Progressive Party leader

15 October 2008

Minor parties the ideas source under MMP

MMP enables smaller parties to put ideas on the agenda that wouldn't otherwise make it, Progressive Leader Jim Anderton said today.

He told the Christchurch Grey Power meeting that the Progressive Party, as a partner within the Labour-led government, had good success with its ideas - leading to the setting up of the KiwiBank, four weeks' paid annual leave, and paid parental leave.

"Labour is now putting Kiwibank on its billboards! They weren't so enthusiastic about it when I came up with the idea. The same with four weeks minimum annual leave and paid parental leave."

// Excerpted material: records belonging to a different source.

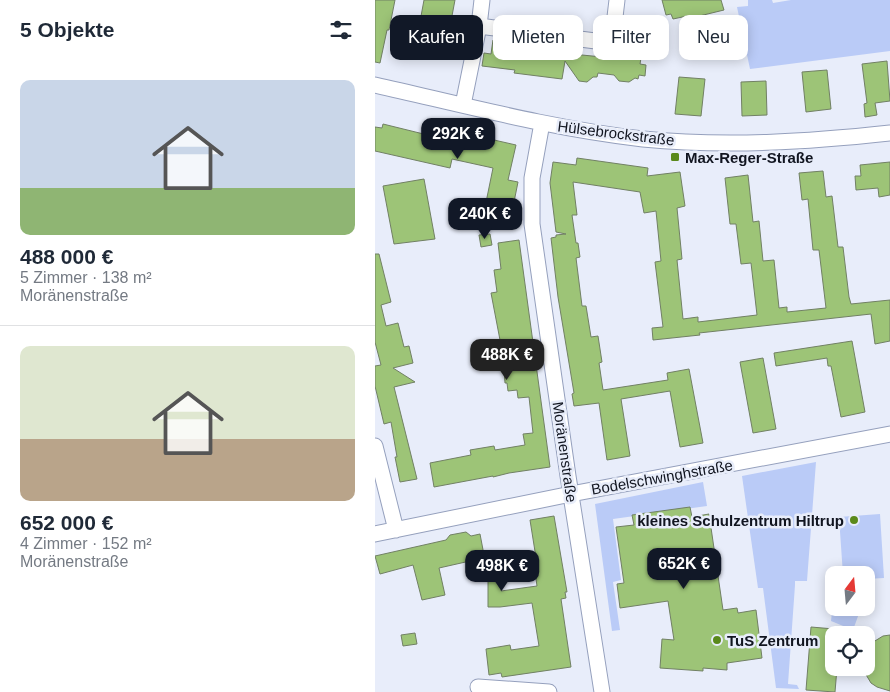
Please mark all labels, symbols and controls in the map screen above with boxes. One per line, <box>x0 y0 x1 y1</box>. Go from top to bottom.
chip: Kaufen <box>390 15 483 60</box>
chip: Mieten <box>493 15 583 60</box>
chip: Filter <box>593 15 669 60</box>
chip: Neu <box>679 15 748 60</box>
icon: filters <box>327 16 355 44</box>
text: 5 Objekte <box>20 18 115 41</box>
icon: home <box>143 113 233 203</box>
street label: Hülsebrockstraße <box>557 117 675 149</box>
pin: 292K € <box>417 118 499 160</box>
text: 292K € <box>432 125 484 142</box>
place label: Max-Reger-Straße <box>685 149 813 166</box>
marker: Max-Reger-Straße <box>669 151 681 163</box>
pin: 240K € <box>444 198 526 240</box>
text: 240K € <box>459 205 511 222</box>
text: 488 000 € <box>20 245 113 268</box>
text: 5 Zimmer · 138 m² <box>20 269 152 286</box>
text: Moränenstraße <box>20 287 129 304</box>
pin: 488K € <box>466 338 548 381</box>
text: 488K € <box>481 346 533 363</box>
icon: home <box>143 378 233 468</box>
street label: Moränenstraße <box>550 400 580 504</box>
street label: Bodelschwinghstraße <box>590 456 734 498</box>
text: 652 000 € <box>20 511 113 534</box>
place label: kleines Schulzentrum Hiltrup <box>637 512 844 529</box>
marker: kleines Schulzentrum Hiltrup <box>848 514 860 526</box>
text: 4 Zimmer · 152 m² <box>20 535 152 552</box>
pin: 652K € <box>643 548 725 590</box>
pin: 498K € <box>461 550 543 592</box>
text: Moränenstraße <box>20 553 129 570</box>
text: 652K € <box>658 555 710 572</box>
text: 498K € <box>476 557 528 574</box>
north arrow <box>825 566 875 616</box>
map controls <box>825 566 875 676</box>
button: locate <box>825 626 875 676</box>
place label: TuS Zentrum <box>727 632 818 649</box>
marker: TuS Zentrum <box>711 634 723 646</box>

Jim Anderton said the Progressive Party had priorities for a new government.

"First, we want to see dental care made much more affordable. If you live on a fixed income and you need to see a dentist for a filling or an extraction - you can get a bill for four hundred dollars, right there! This is a huge hidden problem in New Zealand, and I want to see dental care brought into our physical health system.

"Second, we want to take care of vulnerable youth. I want our young people to be all they can be, and they won't realise their potential if they are getting their brains wasted on alcohol and drugs.

"So we say the drinking age should go back up to twenty. We say no relaxation in the drug laws.

"Third, we've just come through a long, cold winter. I see a lot of people who struggle with their power bills, and they're going up every year.

Power companies are making bigger profits every year. Most energy generating in New Zealand is owned by the public. If we spent just one quarter of their gross profits on a rebate, we could offer every household $200 off their winter power bill.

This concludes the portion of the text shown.